BRIEF ▸ Type out the lines below exactly, from the first through the line holding "--surface:#fff; --page:#f2f2f2; --text:#222;", and include no pictures.

|---|

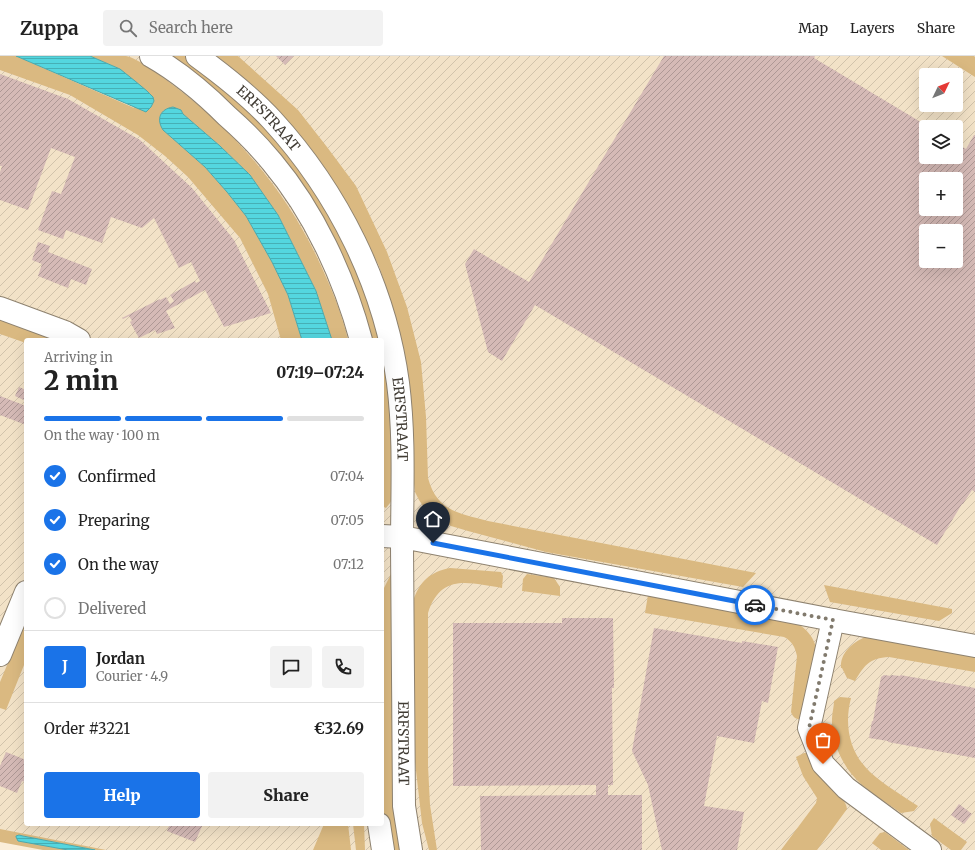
<!DOCTYPE html>
<html lang="en">
<head>
<meta charset="utf-8">
<style>
	:root { --surface:#fff; --page:#f2f2f2; --text:#222; --muted:#767676; --line:#e0e0e0; --accent:#1a73e8 }
	body { margin:0; font-family:Merriweather,serif; background:var(--page); color:var(--text); height:100vh; display:flex; flex-direction:column; font-size:15px; white-space:nowrap }
	* { box-sizing:border-box; margin:0 }
	p { font-size:13px; color:var(--muted) }
	.icon { flex:none; width:22px; height:22px; fill:none; stroke:currentColor; stroke-width:2; stroke-linecap:round; stroke-linejoin:round }
	.map { position:relative; flex:1; overflow:hidden }
	.side { position:absolute; left:24px; top:282px; width:360px; height:488px; display:flex; flex-direction:column; background:var(--surface); border-radius:4px; box-shadow:0 4px 16px #0002 }
	.side>* { flex:none }
	.needle { width:26px; rotate:47deg }
	.controls { position:absolute; left:919px; top:12px; display:grid; gap:8px }
	.controls a { display:grid; place-items:center; width:44px; height:44px; border-radius:4px; background:var(--surface); box-shadow:0 4px 16px #0002; font-size:20px }
	.pin { position:absolute; display:grid; place-items:center; width:34px; height:34px; color:#fff; margin:-41px -17px; border-radius:50% 50% 50% 0; rotate:-45deg; box-shadow:0 0 4px #0007 }
	.pin .icon { rotate:45deg }
	.courier { position:absolute; display:grid; place-items:center; width:40px; height:40px; margin:-20px; border:3px solid #1a73e8; border-radius:50%; background:#fff; color:#222; box-shadow:0 1px 5px #0007 }
	.overview em { font-style:normal; font-weight:800 }
	.overview div { display:flex; flex-direction:column-reverse }
	.overview { display:flex; align-items:center; justify-content:space-between; height:68px; padding:0 20px }
	h1 { font-size:26px; font-weight:800; line-height:30px }
	.bar { display:grid; grid-template-columns:repeat(4,1fr); gap:6px 4px; align-content:center; height:48px; padding:0 20px }
	.bar i { height:5px; border-radius:3px; background:var(--line) }
	.bar .on { background:var(--accent) }
	.bar p { grid-column:span 4 }
	.line { display:flex; align-items:center; gap:10px; padding:0 20px; border-top:1px solid var(--line) }
	.line div { flex:1 }
	.round { display:grid; place-items:center; flex:none; width:42px; height:42px; border-radius:4px; background:var(--page) }
	ol { padding:0 20px; list-style:none }
	li { display:flex; align-items:center; gap:12px; height:44px }
	li p { margin-inline-start:auto }
	li .icon { padding:4px; border-radius:50%; background:var(--accent); color:#fff; stroke-width:4 }
	li:last-child { color:var(--muted) }
	li i { width:22px; height:22px; border:2px solid var(--line); border-radius:50% }
	.button { display:flex; gap:8px; margin-top:auto; padding:8px 20px }
	.button a { flex:1; height:46px; border-radius:4px; background:var(--accent); color:#fff; font-size:16px; font-weight:800; line-height:46px; text-align:center }
	.button a+a { background:var(--page); color:var(--text) }
	header { display:flex; align-items:center; gap:24px; box-sizing:border-box; height:56px; padding:0 20px; background:var(--surface); border-bottom:1px solid var(--line) }
	header strong { font-size:19px }
	nav { display:flex; gap:22px; margin-inline-start:auto; font-size:14px }
	.search { width:280px; height:36px; background:var(--page); display:flex; align-items:center; gap:10px; box-sizing:border-box; padding:0 14px; border-radius:4px; color:var(--muted); font-size:15px }
	.map>svg:first-child { display:block }
</style>
</head>
<body>
<header>
<strong>Zuppa</strong>
<div class="search"><svg class="icon" aria-label="search" viewBox="0 0 24 24"><circle cx="10" cy="10" r="6"/><path d="M15 15l6 6"/></svg>Search here</div>
<nav><a>Map</a><a>Layers</a><a>Share</a></nav>
</header>
<div class="map">
<svg width="975" height="794" viewBox="0 0 975 794">
	<defs>
		<pattern id="industrial-furrows" width="10" height="10" patternUnits="userSpaceOnUse"><rect width="10" height="10" fill="#f2e2c7"/><path d="M-1 1l2-2M0 10L10 0M9 11l2-2" fill="none" stroke="#d1c3ab"/></pattern>
		<pattern id="water-rules" width="6" height="5" patternUnits="userSpaceOnUse"><rect width="6" height="5" fill="#54d6df"/><path d="M0 2.5h6" fill="none" stroke="#47afb5"/></pattern>
		<pattern id="building-hatch" width="6" height="6" patternUnits="userSpaceOnUse"><rect width="6" height="6" fill="#d5bab6"/><path d="M-1 1l2-2M0 6l6-6M5 7l2-2" fill="none" stroke="#ae9895"/></pattern>
	</defs>
	<rect width="100%" height="100%" fill="#fbeed9"/>
	<path fill="url(#industrial-furrows)" fill-rule="evenodd" d="M0 0H975V794H69L0 784ZM926 19H956V49H926ZM926 71H956V101H926ZM926 123H956V153H926ZM926 175H956V205H926ZM26 284H382V768H26Z"/>
	<g fill="#dab981">
		<path d="M0 0H16L134 52 120 13 90 0C101 0 116 0 126 0 136 1 164 22 173 29 240 79 293 143 326 221 335 241 343 262 348 284H332L316 235 278 159 250 119 220 90 183 58 181 54 163 74 205 111 227 136 246 160 272 206 288 239 302 284H281L268 238 240 182 188 121 165 100 138 79 70 39 0 14Z"/>
		<path d="M172 0H188L243 45 266 67 284 86 307 115 334 160 352 192 368 234 379 269 388 309 394 355 396 411 395 438 390 447 386 452 384 451 382 448V284H366C363 272 360 260 356 249 334 182 298 120 248 70 233 55 216 42 200 28 190 19 179 11 172 0Z"/>
		<path d="M217 0H238L298 54 327 91 356 130 387 196 407 251 421 306 426 361 428 422C437 455 458 457 488 465L756 517 743 531 546 496 468 475 451 470 434 459 425 453 419 444 415 436 414 428 412 359 404 304 394 256 379 210 349 151 325 112 309 90 285 62 256 32Z"/>
		<polygon points="942,0 974,0 975,1 975,21"/>
		<polygon points="0,261 60,284 26,284 26,287 0,278"/>
		<path d="M450 512 501 516 503 520 502 532C469 527 441 517 428 557V710L430 749 437 794H429L422 767 415 706 413 545C420 525 430 516 450 512Z"/>
		<polygon points="393,514 405,794 390,794 383,762 382,739 382,554 384,532"/>
		<polygon points="527,518 554,522 560,531 560,540 522,535 523,523"/>
		<polygon points="824,529 952,553 952,557 939,565 830,546"/>
		<path d="M648 539 795 566C807 573 814 581 817 595L804 664C797 664 793 662 791 656L797 600C795 591 792 585 784 581L645 557Z"/>
		<polygon points="26,565 26,604 6,654 0,652 0,626 25,566"/>
		<path d="M865 581 975 597V616L889 601C869 602 864 610 855 625L847 622 842 612H841C840 597 852 587 865 581Z"/>
		<path d="M840 641 851 642C844 669 849 696 870 716 883 728 903 740 918 750L914 755 901 757C888 748 873 738 861 728 844 713 831 687 832 663 832 657 834 651 834 645Z"/>
		<path d="M804 697H807C816 710 824 724 834 736 840 742 846 744 847 753L817 794H781L816 747 817 742 803 720 796 701Z"/>
		<polygon points="934,762 967,786 961,794 951,794 932,780 930,768"/>
		<polygon points="324,768 348,768 351,794 313,794"/>
		<polygon points="353,768 364,768 365,794 356,794"/>
		<polygon points="0,773 106,794 95,794 19,779 19,785 68,794 43,794 0,786"/>
		<polygon points="885,776 909,794 881,794 872,787 880,777"/>
	</g>
	<g fill="url(#water-rules)" stroke="#4ea8ab">
		<polygon points="16,0 90,0 120,13 135,25 147,35 153,41 154,45 151,51 146,56"/>
		<path d="M173 51 181 54 183 58 220 90 250 119 278 159 316 235 332 284H302L288 239 272 206 246 160 227 136 205 111 163 74C156 63 160 53 173 51Z"/>
		<polygon points="19,779 23,780 95,794 68,794 18,785 16,781 16,780"/>
	</g>
	<g fill="url(#building-hatch)" fill-rule="evenodd">
		<polygon points="276,0 294,0 285,9"/>
		<path d="M664 0H815L814 2 929 71H926V101H956V87L966 93 974 79H975V436L972 434 963 448H962L937 489 535 249 502 305 488 296 465 208 474 193 529 226ZM926 123H956V153H926ZM926 175H956V205H926Z"/>
		<polygon points="0,18 68,43 140,84 192,132 234,184 271,257 224,271 205,234 166,255 175,272 157,278 155,274 139,282 130,266 132,265 129,260 123,263 122,262 160,243 160,244 166,241 170,248 174,245 170,239 195,225 196,227 200,225 191,206 179,212 154,162 142,172 111,161 102,187 66,174 63,183 38,174 52,135 61,138 75,101 51,92 28,154 0,144 0,116 2,110 0,110"/>
		<polygon points="38,186 50,190 48,196 92,213 86,229 71,223 68,232 38,220 42,208 32,204"/>
		<polygon points="19,331 26,334 26,345 15,340"/>
		<polygon points="0,340 26,350 26,369 0,359"/>
		<polygon points="562,562 613,562 614,632 612,632 613,729 608,729 608,739 642,739 642,794 481,794 480,740 596,739 596,729 453,730 453,567 562,567"/>
		<polygon points="654,572 742,587 742,585 778,591 768,647 762,645 754,687 717,680 704,750 744,756 737,794 662,794 648,729 632,695"/>
		<polygon points="884,619 891,620 891,619 900,620 900,619 975,632 975,702 888,686 888,685 869,682 872,665 873,665 881,621"/>
		<polygon points="6,696 26,704 26,726 22,725 17,737 0,730 0,710"/>
		<polygon points="959,748 972,758 964,768 951,759"/>
		<polygon points="170,768 203,768 195,786 167,775"/>
	</g>
	<g fill="none" stroke-linecap="round" stroke-linejoin="round">
		<g stroke="#8e826f" stroke-width="24">
			<g id="minor">
				<path d="M151 0C179 16 204 37 227 60 243 74 258 89 272 106 314 156 344 221 361 284"/>
				<path id="s1" d="M197 0C223 19 250 40 272 64 338 136 385 230 398 327 405 382 402 436 402 491 403 577 403 664 404 750L411 794"/>
				<polyline points="0,252 65,276 79,284"/>
				<polyline points="382,480 402,481 833,564 975,590"/>
				<polyline points="833,564 809,672 823,708 846,732 930,794"/>
				<polyline points="0,599 26,536"/>
				<polyline points="379,768 383,794"/>
			</g>
		</g>
		<use href="#minor" stroke="#fff" stroke-width="22"/>
	</g>
	<g fill="none" stroke-linecap="round" stroke-linejoin="round">
		<polyline stroke="#817a6d" stroke-width="4" stroke-dasharray="0 7.2" points="755,549 833,564 809,672 823,708"/>
		<polyline stroke="#1a73e8" stroke-width="5" points="433,487 755,549"/>
	</g>
	<g text-anchor="middle" stroke-width="3" stroke-linejoin="round" paint-order="stroke">
		<g font-size="14" fill="#403b33" stroke="#fdfdfd">
			<text dy="5" stroke="none"><textPath href="#s1" startOffset="95">ERFSTRAAT</textPath></text>
			<text dy="5" stroke="none"><textPath href="#s1" startOffset="431">ERFSTRAAT</textPath></text>
			<text dy="5" stroke="none"><textPath href="#s1" startOffset="755">ERFSTRAAT</textPath></text>
		</g>
	</g>
</svg>
<div class="controls">
<a><svg class="needle" viewBox="-14 -14 28 28"><path d="M0-13l5 13h-10z" fill="#e53935"/><path d="M0 13l5-13h-10z" fill="#767676"/></svg></a>
<a><svg class="icon" aria-label="layers" viewBox="0 0 24 24"><path d="M12 4l9 5-9 5-9-5zM3 14l9 5 9-5"/></svg></a>
<a>+</a>
<a>−</a>
</div>
<div class="pin" style="left:823px;top:708px;background:#ea580c"><svg class="icon" aria-label="bag" viewBox="0 0 24 24"><path d="M5 8h14l-1 12H6zM9 8a3 3 0 0 1 6 0"/></svg></div>
<div class="pin" style="left:433px;top:487px;background:#1f2937"><svg class="icon" aria-label="home" viewBox="0 0 24 24"><path d="M3 11l9-7 9 7M6 9v11h12V9"/></svg></div>
<div class="courier" style="left:755px;top:549px"><svg class="icon" aria-label="car" viewBox="0 0 24 24"><path d="M5 17H2v-5l4-1 3-4h7l3 4 3 1v5h-3M9 17h6M6 11h13"/><circle cx="7" cy="17" r="2"/><circle cx="17" cy="17" r="2"/></svg></div>
<section class="side">
<div class="overview"><div><h1>2 min</h1><p>Arriving in</p></div><em>07:19–07:24</em></div>
<div class="bar"><i class="on"></i><i class="on"></i><i class="on"></i><i></i><p>On the way · 100 m</p></div>
<ol>
<li><svg class="icon" aria-label="check" viewBox="0 0 24 24"><path d="M5 12l5 5 9-10"/></svg>Confirmed<p>07:04</p></li>
<li><svg class="icon" aria-label="check" viewBox="0 0 24 24"><path d="M5 12l5 5 9-10"/></svg>Preparing<p>07:05</p></li>
<li><svg class="icon" aria-label="check" viewBox="0 0 24 24"><path d="M5 12l5 5 9-10"/></svg>On the way<p>07:12</p></li>
<li><i></i>Delivered</li>
</ol>
<div class="line" style="height:72px"><b class="round" style="background:var(--accent);color:#fff">J</b><div><b>Jordan</b><p>Courier · 4.9</p></div><a class="round"><svg class="icon" aria-label="chat" viewBox="0 0 24 24"><path d="M4 5h16v11H9l-5 4z"/></svg></a><a class="round"><svg class="icon" aria-label="phone" viewBox="0 0 24 24"><path d="M5 4h4l2 5-3 2q2 4 5 5l2-3 5 2v4C11 20 4 13 5 4z"/></svg></a></div>
<div class="line" style="height:52px"><div>Order #3221</div><b>€32.69</b></div>
<div class="button"><a>Help</a><a>Share</a></div>
</section>
</div>
</body>
</html>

|---|

OUTPUT FOR THIS TASK ▸
<!DOCTYPE html>
<html lang="en">
<head>
<meta charset="utf-8">
<style>
	:root { --surface:#fff; --page:#f2f2f2; --text:#222; --muted:#767676; --line:#e0e0e0; --accent:#1a73e8 }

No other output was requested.